* [Work instruction] Quote word for word the lines below, beginning with the first and ending with the one that has "ctx.lineJoin = 'round';". Drop the pictures.

··· Records provided

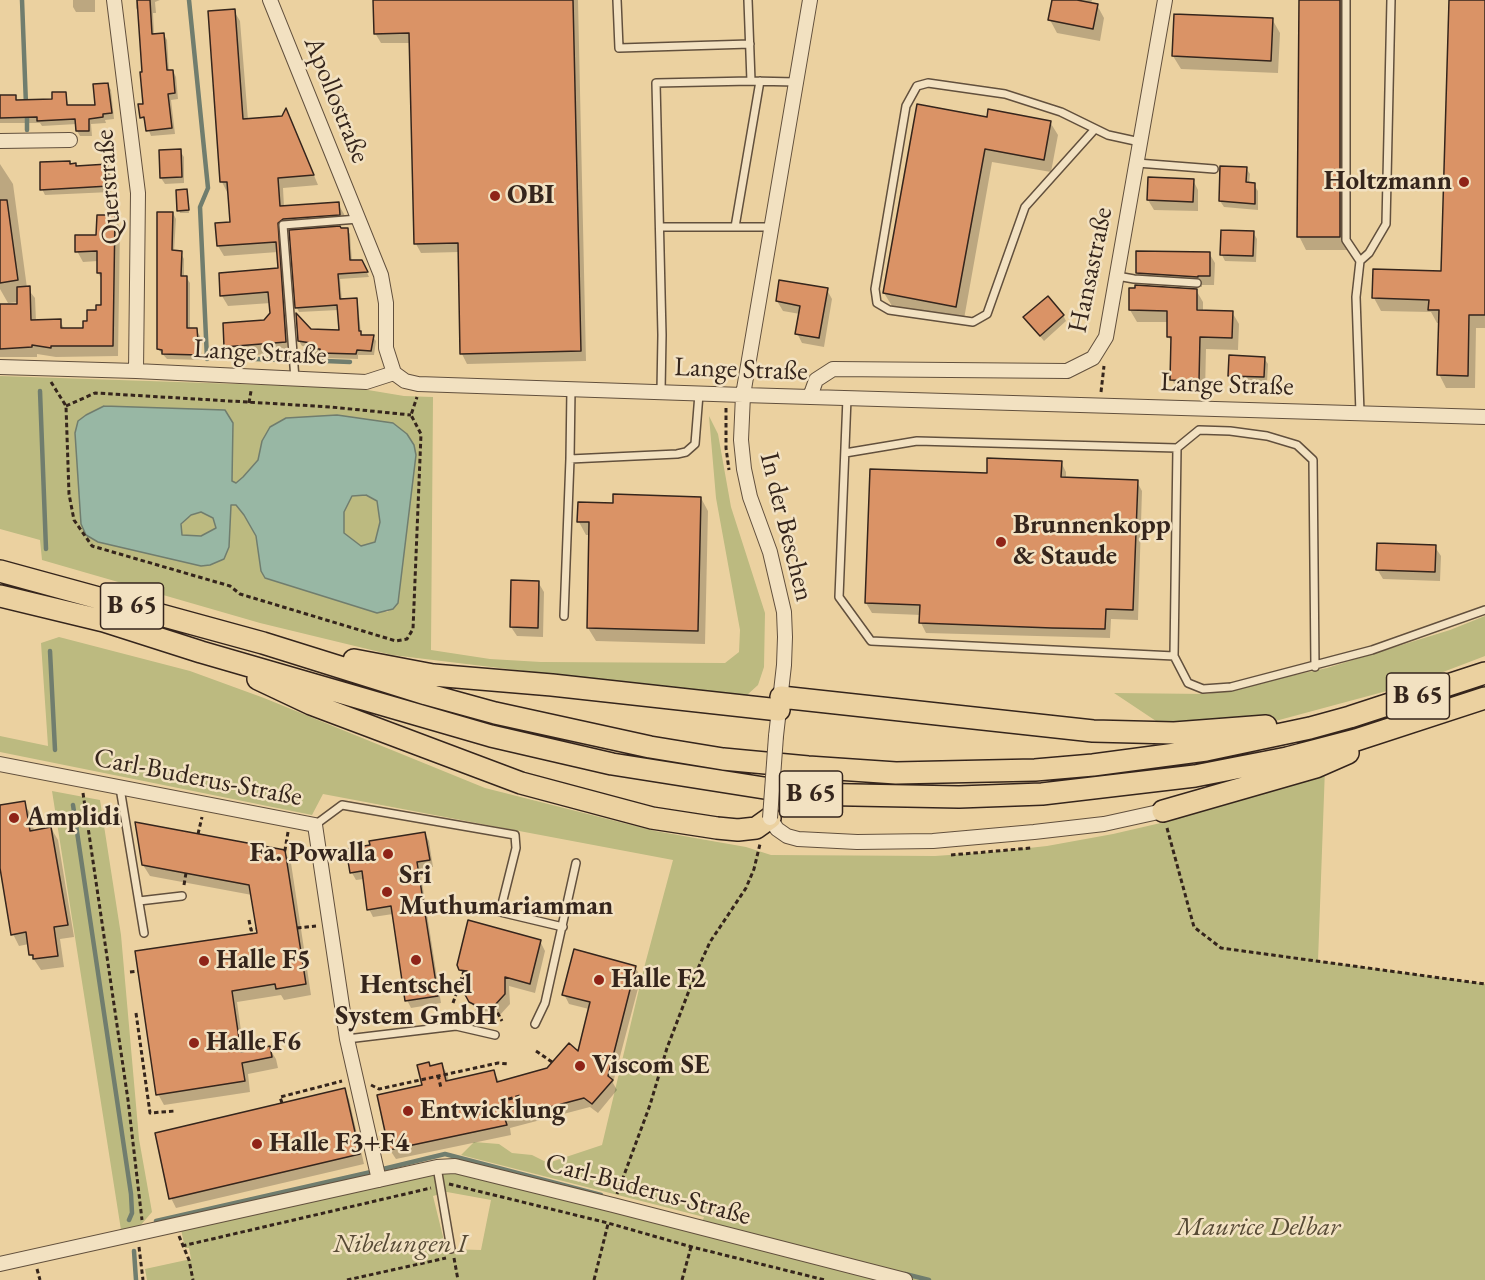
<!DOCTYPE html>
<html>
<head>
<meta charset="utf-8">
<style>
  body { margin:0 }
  canvas { display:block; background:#ebd1a0 }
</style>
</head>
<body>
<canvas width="1485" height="1280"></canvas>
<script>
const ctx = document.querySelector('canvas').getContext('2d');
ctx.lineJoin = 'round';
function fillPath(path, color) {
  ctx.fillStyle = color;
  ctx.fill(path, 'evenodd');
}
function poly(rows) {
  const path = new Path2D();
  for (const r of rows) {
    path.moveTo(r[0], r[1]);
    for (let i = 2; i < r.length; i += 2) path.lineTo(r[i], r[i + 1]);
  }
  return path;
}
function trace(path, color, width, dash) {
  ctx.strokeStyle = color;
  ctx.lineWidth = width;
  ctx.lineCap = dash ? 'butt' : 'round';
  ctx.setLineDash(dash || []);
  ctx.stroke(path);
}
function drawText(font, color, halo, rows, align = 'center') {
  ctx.font = font + ' "EB Garamond",serif';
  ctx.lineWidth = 5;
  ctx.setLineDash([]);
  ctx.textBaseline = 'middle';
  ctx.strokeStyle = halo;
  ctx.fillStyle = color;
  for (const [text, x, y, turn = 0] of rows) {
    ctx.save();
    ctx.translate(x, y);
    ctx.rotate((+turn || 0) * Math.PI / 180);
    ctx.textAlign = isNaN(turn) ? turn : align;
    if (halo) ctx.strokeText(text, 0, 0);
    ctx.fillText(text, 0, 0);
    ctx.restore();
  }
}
fillPath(poly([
  [0,376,356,388,404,396,433,397,431,650,490,659,541,662,725,663,739,652,740,630,716,498,709,416,718,434,731,507,765,613,764,667,758,685,747,695,714,694,392,655,260,623,42,560,40,540,0,529],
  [78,421,233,423,232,482,236,483,243,477,258,460,262,441,416,455,398,603,392,609,387,612,261,571,256,536,244,515,236,505,231,505,210,565,201,566,98,542,81,524,75,433],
  [366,495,377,501,380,522,375,542,361,546,344,533,344,512,352,496],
  [201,512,214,518,216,528,201,536,182,536,181,525,191,515],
  [1485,616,1485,656,1409,685,1268,723,1174,733,1114,693,1208,694,1327,668,1450,630],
  [59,637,190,671,264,698,485,788,655,831,746,847,771,855,935,856,992,852,1047,846,1113,834,1165,822,1174,814,1325,768,1318,961,1485,984,1485,1280,147,1280,145,1269,191,1259,189,1248,185,1248,180,1225,454,1166,700,1228,704,1217,461,1155,474,1142,499,1144,512,1153,532,1155,548,1163,602,1145,644,968,673,860,323,794,312,815,0,752,0,736,48,746,41,643],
  [447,1192,491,1200,481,1250,446,1249,433,1196],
  [52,791,100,800,121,935,139,1139,152,1212,140,1226,121,1230]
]), '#bcba80');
const water = poly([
  [104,406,225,410,233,423,232,481,236,483,243,477,258,460,262,441,270,427,286,418,337,415,393,423,407,434,414,445,416,455,398,603,393,609,377,613,265,578,261,571,256,536,244,515,236,505,231,505,229,547,224,559,210,565,201,566,98,542,86,535,81,524,75,433,78,421,86,415,104,406],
  [366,495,377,501,380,522,375,542,361,546,344,533,344,512,352,496,366,495],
  [201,512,213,518,216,528,201,536,182,535,181,524,191,515,201,512]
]);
fillPath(water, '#98b7a4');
trace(water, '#707d6e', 1.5);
fillPath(poly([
  [73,0,95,0,95,12,76,12,73,7],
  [136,0,160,0,155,2,156,13,153,13,154,35,164,35,167,40,169,72,173,71,176,77,178,99,171,100,175,134,151,136,146,123,142,117,144,105,140,14,136,8],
  [375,0,578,0,586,361,467,364,462,354,459,252,421,253,416,244,411,43,381,43,375,33],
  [1054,0,1092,0,1091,4,1097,5,1104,18,1100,41,1057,33,1050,20],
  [1300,0,1342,0,1349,11,1347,250,1306,250,1299,236],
  [1451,0,1485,0,1485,328,1476,328,1475,388,1446,388,1439,374,1440,323,1437,323,1431,312,1381,311,1374,298,1374,271,1442,272],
  [234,11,240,21,248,120,283,118,286,111,291,120,318,185,283,188,284,207,338,204,344,214,345,225,338,225,341,230,347,229,350,234,352,262,364,266,369,277,340,279,342,301,356,300,358,305,361,333,363,336,373,337,376,341,374,355,358,355,358,359,324,358,322,354,315,354,312,347,302,346,299,341,310,331,340,332,339,310,299,312,297,308,290,228,283,234,291,352,232,357,226,346,264,322,272,313,271,303,228,306,222,296,279,269,278,252,224,256,218,246,232,223,230,192,227,192,222,182],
  [1272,19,1280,33,1278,73,1181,69,1173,56],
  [107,84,111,90,114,119,105,120,106,123,91,124,92,136,80,136,77,131,77,124,42,126,40,123,0,123,0,126,0,96,15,97,18,102,54,100,65,93,69,107,96,106],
  [988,119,1050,122,1058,135,1051,172,992,162,964,319,892,306,884,293],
  [180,151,184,157,184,183,165,184,161,178],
  [0,164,13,184,27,288,35,298,36,321,60,321,65,330,85,329,102,306,103,281,98,273,98,261,83,262,77,251,98,236,114,217,120,227,118,356,56,357,37,354,37,357,0,357,0,305,19,306,19,302,8,303,0,289],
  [70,165,75,165,77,167,107,166,110,172,111,192,45,195,42,189],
  [1246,168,1250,174,1249,184,1254,185,1258,191,1258,210,1224,207,1220,201],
  [1193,180,1198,190,1198,211,1154,210,1148,200],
  [187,191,189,213,180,213,179,210],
  [173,213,176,219,174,252,181,253,184,259,184,277,186,277,190,283,190,329,196,330,200,336,202,360,167,359,158,349],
  [1222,231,1253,232,1257,239,1256,262,1225,261,1222,255],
  [1137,252,1209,253,1215,263,1214,285,1202,285,1202,287,1143,283,1137,273],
  [827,290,832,299,824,347,802,343,797,333,800,314,783,311,777,301],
  [1196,290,1203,302,1203,312,1232,312,1239,324,1238,350,1206,349,1205,393,1179,392,1172,380,1173,344,1168,336,1169,322,1137,322,1130,310],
  [1063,315,1066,321,1044,341,1029,323],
  [1264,358,1268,364,1267,383,1233,381,1230,375],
  [1061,462,1066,472,1066,479,1137,482,1142,491,1138,620,1111,619,1110,638,926,633,921,623,921,615,872,613,866,603,871,471,988,475],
  [701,498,708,511,705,644,596,641,588,628,591,535,586,535,579,522,614,505],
  [1435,547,1441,556,1440,581,1383,579,1377,569],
  [538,582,544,592,543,637,517,636,511,627],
  [24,803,31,815,34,831,51,828,58,840,74,937,60,939,64,967,41,970,31,955,29,944,19,946,13,934,0,859,0,807],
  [425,834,429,841,433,867,420,869,441,1003,411,1008,407,1000,393,914,373,917,369,909,364,879,356,880,352,873],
  [284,851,291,863,311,995,284,1000,281,995,237,1002,244,1052,269,1048,276,1059,278,1068,248,1074,250,1092,164,1105,158,1094,259,934,252,895,150,876,143,865],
  [540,941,545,951,535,993,509,986,510,1004,500,1015,488,1017,477,1012,464,991,465,978,460,969],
  [635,967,641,977,613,1083,617,1090,598,1113,590,1107,510,1128,511,1135,396,1159,390,1150,424,1087,430,1067,442,1064,447,1074,449,1082,494,1072,500,1083,548,1070,579,1054,589,1009,569,1004,564,994],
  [344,1089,349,1099,364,1164,176,1208,171,1198]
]), '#0003');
trace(poly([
  [22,0,26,105],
  [189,0,208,188,200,207,207,359],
  [27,114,27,130],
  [224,358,285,360],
  [300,360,350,362],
  [40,391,46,549],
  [50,651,55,750],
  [73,805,131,1194,132,1213,129,1220],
  [383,1169,445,1154,601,1195],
  [156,1221,371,1172],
  [134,1251,136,1280],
  [905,1274,929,1280]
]), '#707d6e', 4.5);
const building = poly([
  [137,0,150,0,152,34,164,33,167,70,173,70,175,93,168,94,172,128,146,131,144,117,140,118,138,104,143,104,140,72,142,72,137,0],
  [373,0,573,0,581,351,460,354,458,243,414,244,409,33,374,34,373,0],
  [1052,0,1077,0,1098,4,1093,29,1048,20,1052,0],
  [1299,0,1340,0,1340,237,1297,237,1299,0],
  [1449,0,1485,0,1485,315,1469,315,1468,376,1437,375,1439,310,1428,310,1429,300,1372,298,1373,269,1441,271,1449,0],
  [235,9,243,119,282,116,286,108,314,175,278,178,280,206,339,202,340,215,283,219,278,223,286,342,224,347,223,323,264,320,270,313,268,292,220,296,219,273,278,268,276,242,217,246,215,223,230,222,227,182,220,182,208,11,235,9],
  [1174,14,1273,18,1271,61,1172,56,1174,14],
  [108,83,112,113,103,114,103,117,89,119,89,131,76,131,75,119,37,121,37,117,0,118,0,95,16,95,16,100,52,99,52,92,66,92,67,105,95,105,93,84,108,83],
  [917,104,987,117,988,109,1051,121,1044,160,985,149,956,307,883,293,917,104],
  [181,149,182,177,160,178,159,150,181,149],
  [70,161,70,164,76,163,76,166,108,164,109,186,40,190,40,162,70,161],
  [1220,166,1247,167,1246,182,1255,183,1255,204,1219,201,1220,166],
  [1148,177,1194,179,1193,202,1147,200,1148,177],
  [187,189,189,210,177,211,176,190,187,189],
  [0,200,7,200,18,280,0,283,0,200],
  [157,212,173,212,172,250,182,251,181,276,187,276,187,328,197,328,199,355,162,354,162,350,157,349,157,212],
  [97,215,115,215,113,346,51,346,51,348,32,345,32,347,0,349,0,304,17,304,17,287,30,286,31,320,61,319,61,328,83,328,83,321,87,321,87,310,96,310,96,305,101,305,101,273,97,273,97,251,75,252,75,235,96,235,97,215],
  [340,226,341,228,348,228,350,260,362,260,368,272,338,274,340,299,357,298,359,331,361,331,361,335,374,335,371,351,357,350,356,354,320,353,320,349,310,349,311,343,298,341,296,313,311,329,339,330,337,305,295,308,289,230,340,226],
  [1221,230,1254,231,1253,256,1220,255,1221,230],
  [1136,251,1210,252,1210,276,1198,276,1198,277,1136,273,1136,251],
  [779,280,828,288,819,338,795,334,800,306,776,301,779,280],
  [1135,285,1197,289,1197,310,1233,311,1232,338,1200,337,1199,381,1170,380,1171,337,1167,337,1167,311,1129,310,1129,288,1135,288,1135,285],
  [1048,296,1064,315,1040,336,1023,317,1048,296],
  [1229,355,1265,357,1264,377,1228,376,1229,355],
  [987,458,1062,461,1061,477,1138,480,1133,610,1106,609,1105,629,1052,628,919,623,920,605,865,603,870,469,987,473,987,458],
  [613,494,701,497,698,631,587,628,589,522,577,522,578,502,613,503,613,494],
  [1377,543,1436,545,1435,572,1376,570,1377,543],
  [511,580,539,581,538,628,510,627,511,580],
  [25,801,30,831,51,827,68,925,54,927,58,956,33,959,33,955,29,955,26,932,11,935,0,868,0,805,25,801],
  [135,822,285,850,306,984,276,989,275,984,232,991,241,1052,270,1046,272,1057,242,1063,245,1081,156,1095,135,951,257,933,249,885,142,865,135,822],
  [425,832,430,860,417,862,438,996,405,1001,391,906,367,910,362,871,350,873,346,849,370,845,369,841,425,832],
  [468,920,541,940,530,984,505,977,505,994,494,1006,481,1008,469,1002,463,991,462,981,467,971,459,970,457,965,468,920],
  [574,949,636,966,608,1076,613,1080,592,1104,584,1098,505,1119,507,1125,389,1150,377,1095,422,1085,417,1065,429,1062,430,1066,442,1063,446,1081,494,1070,497,1082,547,1068,569,1043,578,1051,590,1002,562,995,574,949],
  [345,1088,360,1154,169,1199,155,1133,345,1088]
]);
fillPath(building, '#da9366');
trace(building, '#35251c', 1.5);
const service = poly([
  [617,0,619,48,750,44],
  [748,0,751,81],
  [1346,0,1346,240,1360,261,1356,297,1360,413],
  [1095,129,1025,207,987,314,973,322,889,310,877,303,875,289,906,106,917,86,928,83,1005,94,1061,112,1108,135,1140,142],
  [1137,163,1214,169],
  [660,227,735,227,760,81],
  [735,227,771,227],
  [1360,261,1369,253,1386,224,1391,0],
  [1117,276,1134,279,1197,283],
  [295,379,283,225,358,219],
  [571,389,570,459,677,454,686,452,695,444,699,394],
  [661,391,662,335,656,83,751,81,796,82],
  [1177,448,1199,430,1230,431,1267,436,1297,445,1313,460,1315,667],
  [845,453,917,441,1177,448,1174,656,871,641,839,597,847,398],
  [564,616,570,459],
  [1174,656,1188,683,1203,689,1231,687,1372,650,1485,610],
  [120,788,144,933],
  [315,825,342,805,515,835,516,848,500,912,563,927],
  [139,901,182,896],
  [535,1024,545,1003,576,863],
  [347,1039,456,1026,495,1035],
  [437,1167,451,1249]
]);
const minor = poly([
  [114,0,138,193,136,371],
  [270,0,381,275,386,303,386,348,394,373],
  [0,141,70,140],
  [0,367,136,371,366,382,394,373,405,381,418,384,743,395,1485,417],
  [810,397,816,380,833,369,1067,371,1093,358,1106,337,1165,0],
  [776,736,784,665,785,637,784,612,770,552,750,497,744,469,741,440,743,395,810,0],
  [0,764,315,825,347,1039,379,1180],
  [770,818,777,829,787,836,798,839,857,842,933,841,1034,832,1104,824,1163,811],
  [0,1264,437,1167,455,1166,613,1205,905,1280]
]);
const trunk = poly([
  [0,571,263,643,426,694,495,713,650,747,723,759,808,767,896,773,1035,770,1093,765,1206,750,1310,728,1350,717,1485,673],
  [0,596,104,621,201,652,491,736,612,764,802,794,959,797,1042,794,1195,776,1287,758,1356,740,1485,698],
  [354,660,433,675,552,685,779,710],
  [258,679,311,704,521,783,652,818,717,828,738,830,756,828,770,818],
  [781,697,1093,731,1174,733,1266,726],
  [1163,811,1316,767,1348,753]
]);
trace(service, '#62503d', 10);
trace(minor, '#62503d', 16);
trace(trunk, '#35251c', 24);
trace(poly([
  [51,382,66,406,69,494,74,520,92,546,230,586,240,594,396,641,407,639,413,629,421,434,411,415,417,397],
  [1101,392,1104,366],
  [249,403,251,391],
  [66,406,95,393,331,407,411,415],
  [726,408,726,448,729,470],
  [83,793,128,1100,142,1220],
  [1167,828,1194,927,1221,948,1485,984],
  [288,832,285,850,305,849],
  [198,834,202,817],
  [951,855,1031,848],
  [184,885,186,873],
  [249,920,251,930,257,929],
  [297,928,316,926],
  [130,972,138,971],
  [453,1003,464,971],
  [494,1006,502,1021],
  [136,1013,150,1113,175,1111],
  [536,1051,552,1062],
  [438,1075,441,1088],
  [371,1085,379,1089,498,1063,509,1064],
  [501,1101,520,1096],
  [282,1103,280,1097,342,1081],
  [449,1184,608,1223,692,1247,825,1280],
  [617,1194,650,1105,667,1048,695,975,710,942,746,888,754,869,760,844],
  [179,1236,189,1260,193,1280],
  [182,1246,431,1188],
  [139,1247,143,1280],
  [454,1258,458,1280],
  [37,1269,40,1280],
  [347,1280,446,1258],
  [594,1280,608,1224],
  [682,1280,691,1247]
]), '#35251c', 3, [4.5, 3]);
trace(service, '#f2e1c1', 7);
trace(minor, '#f2e1c1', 14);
trace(trunk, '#ebd1a0', 21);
const minorBridge = poly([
  [770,818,776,736]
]);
trace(minorBridge, '#62503d', 16, []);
trace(minorBridge, '#f2e1c1', 14);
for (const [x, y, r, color] of [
  [1464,182,6,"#8f2418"],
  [495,196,6,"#8f2418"],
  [1001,542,6,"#8f2418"],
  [14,818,6,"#8f2418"],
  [388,854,6,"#8f2418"],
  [387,892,6,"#8f2418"],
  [416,960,6,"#8f2418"],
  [204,961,6,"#8f2418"],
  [599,980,6,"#8f2418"],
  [194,1043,6,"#8f2418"],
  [580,1066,6,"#8f2418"],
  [408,1111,6,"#8f2418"],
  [257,1144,6,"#8f2418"]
]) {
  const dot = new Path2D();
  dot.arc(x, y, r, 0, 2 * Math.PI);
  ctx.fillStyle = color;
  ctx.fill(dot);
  trace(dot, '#f2e1c1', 2);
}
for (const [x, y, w] of [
  [132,606,63],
  [1418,696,63],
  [811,794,63]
]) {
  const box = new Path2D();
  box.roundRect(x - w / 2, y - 23, w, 46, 4.5);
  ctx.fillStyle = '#f2e1c1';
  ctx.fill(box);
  trace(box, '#35251c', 1.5);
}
drawText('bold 26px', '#35251c', null, [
  ["B 65",132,606],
  ["B 65",1418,696],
  ["B 65",811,794]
]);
drawText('27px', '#35251c', '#f2e1c1', [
  ["Apollostraße",336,100,68],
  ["Querstraße",109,187,-94],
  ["Hansastraße",1091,270,-78],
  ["Lange Straße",260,353,3],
  ["Lange Straße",741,370,2],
  ["Lange Straße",1227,385,2],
  ["In der Beschen",786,527,76],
  ["Carl-Buderus-Straße",198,778,11],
  ["Carl-Buderus-Straße",648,1190,15]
]);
drawText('bold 27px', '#35251c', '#f2e1c1', [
  ["Holtzmann",1452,182,"right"],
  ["OBI",507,196],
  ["Brunnenkopp",1013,526],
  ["& Staude",1013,557],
  ["Amplidi",26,818],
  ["Fa. Powalla",376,854,"right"],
  ["Sri",399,876],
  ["Muthumariamman",399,907],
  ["Halle F5",216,961],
  ["Halle F2",611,980],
  ["Hentschel",416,986,"center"],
  ["System GmbH",416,1017,"center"],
  ["Halle F6",206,1043],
  ["Viscom SE",592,1066],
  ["Entwicklung",420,1111],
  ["Halle F3+F4",269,1144]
], 'left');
drawText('italic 27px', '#574a35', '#f2e1c1', [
  ["Maurice Delbar",1258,1228],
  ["Nibelungen I",400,1245]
]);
</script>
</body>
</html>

······

* [Response area]
<!DOCTYPE html>
<html>
<head>
<meta charset="utf-8">
<style>
  body { margin:0 }
  canvas { display:block; background:#ebd1a0 }
</style>
</head>
<body>
<canvas width="1485" height="1280"></canvas>
<script>
const ctx = document.querySelector('canvas').getContext('2d');
ctx.lineJoin = 'round';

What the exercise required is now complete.